CS 348B Rendering Competition
CS 348B - Computer Graphics: Image Synthesis Techniques
Course Description
CS 348B teaches the principles of generating images from geometric and optical
descriptions of scenes. The course covers topics in sampling theory as applied
to computer graphics, local and global illumination, and grayscale and color
display theory and technology.
Project and Competition
Since 1992, the central project of the course has consisted of writing a ray
tracer which encompasses sampling techniques, texture-mapping, global
illumination (following the rays through multiple bounces), and distribution
ray tracing to demonstrate angular variations in surface reflectance. In
addition, the students participate in a "render-off" competition to generate
the best image or set of images (including animations). The winner is selected
by a panel of computer graphics experts drawn from industry and academia, and
receives an all-expenses-paid trip to SIGGRAPH the following summer.

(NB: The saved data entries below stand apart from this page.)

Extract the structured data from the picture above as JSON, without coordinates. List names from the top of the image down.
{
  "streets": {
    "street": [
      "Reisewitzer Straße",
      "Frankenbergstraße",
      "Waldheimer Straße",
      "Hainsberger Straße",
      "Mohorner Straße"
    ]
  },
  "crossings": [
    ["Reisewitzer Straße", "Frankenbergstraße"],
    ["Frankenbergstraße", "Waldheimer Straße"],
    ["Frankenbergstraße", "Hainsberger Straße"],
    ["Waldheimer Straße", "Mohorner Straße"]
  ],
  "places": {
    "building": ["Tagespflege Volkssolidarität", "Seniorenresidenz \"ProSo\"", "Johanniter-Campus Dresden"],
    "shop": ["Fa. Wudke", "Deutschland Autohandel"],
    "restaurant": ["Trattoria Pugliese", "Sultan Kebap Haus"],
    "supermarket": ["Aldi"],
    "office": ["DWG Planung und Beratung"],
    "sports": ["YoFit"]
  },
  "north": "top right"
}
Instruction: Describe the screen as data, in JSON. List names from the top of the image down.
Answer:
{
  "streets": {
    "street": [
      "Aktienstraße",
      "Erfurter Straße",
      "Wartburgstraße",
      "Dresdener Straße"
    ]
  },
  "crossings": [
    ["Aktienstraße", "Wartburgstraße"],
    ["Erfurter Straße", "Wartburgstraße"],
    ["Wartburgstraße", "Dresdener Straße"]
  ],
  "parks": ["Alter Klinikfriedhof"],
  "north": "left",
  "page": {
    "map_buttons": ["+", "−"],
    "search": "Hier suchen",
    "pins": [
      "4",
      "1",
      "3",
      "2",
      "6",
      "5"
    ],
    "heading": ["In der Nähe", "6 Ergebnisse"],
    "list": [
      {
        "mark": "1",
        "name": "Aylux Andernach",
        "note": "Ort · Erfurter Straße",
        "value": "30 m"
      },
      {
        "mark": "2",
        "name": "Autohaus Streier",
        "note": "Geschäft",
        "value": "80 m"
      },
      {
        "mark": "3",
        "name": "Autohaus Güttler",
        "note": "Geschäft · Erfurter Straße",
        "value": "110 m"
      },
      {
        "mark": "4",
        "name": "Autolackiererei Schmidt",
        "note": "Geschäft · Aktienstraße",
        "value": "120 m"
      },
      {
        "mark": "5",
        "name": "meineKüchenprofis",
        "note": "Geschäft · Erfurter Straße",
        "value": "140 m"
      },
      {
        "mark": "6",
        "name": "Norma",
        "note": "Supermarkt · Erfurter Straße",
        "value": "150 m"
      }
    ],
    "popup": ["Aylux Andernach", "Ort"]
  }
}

Images from Past Competitions:
- Winter, 1992
- Winter, 1993
- Winter, 1994
- Winter, 1995
- Spring, 1996
- Spring, 1997
- Spring, 1998
- Spring, 1999
- Spring, 2000
- Spring, 2001
- Spring, 2002
- Spring, 2003
- Spring,
2004
- Spring,
2005
- Spring, 2006
- Spring, 2007
- Spring, 2008
- Spring, 2009
- Spring, 2010
- Spring, 2011
- Spring, 2012
- Spring, 2013
- Spring, 2014
Resources
The principal computer resource used in the competition (and throughout the
course) is the Stanford Graphics Instructional Lab (SGILAB). The computational
and graphics resources of this lab have been upgraded several times during
these years. In 1992, the lab consisted of 10 Silicon Graphics Personal Irises
(32 MB, 33 MHz R3000 processor). In 1994, the lab was upgraded to 15 Silicon
Graphics Indigos XZs (64 MB, 100 MHz R4000 processor, GR2-XZ graphics board). In
1996, 18 Indigo Extremes (128 MB, 250 MHz R4400, GU1-Extreme graphics board)
were added. In 1998, the XZs were upgraded to Octanes (128 MB, 175 MHz
R10010 processor, SI graphics board).
In 2002, the lab used for this course consisted of 30 PCs running Linux - 15 equipped with 730MHz PIIIs and 256 MB RAM, and 15 with 1000MHz PIIIs and 512 MB RAM.
The software available for the course has included a simple interactive modeler
and a scene composing package which reads in objects designed in the modeler
and allows interactive manipulation of viewing and lighting parameters, object
position and scale in 3-space, and surface parameters such as color and
shininess. The scene composer was built atop SGI's Inventor software, a 3-D
graphics toolkit written in C++. Since moving to the Linux platform, software provided has included lrt, a ray tracer developed by Greg Humphreys and Matt Pharr, and freeware modeling packages like Moonlight 3D Atelier.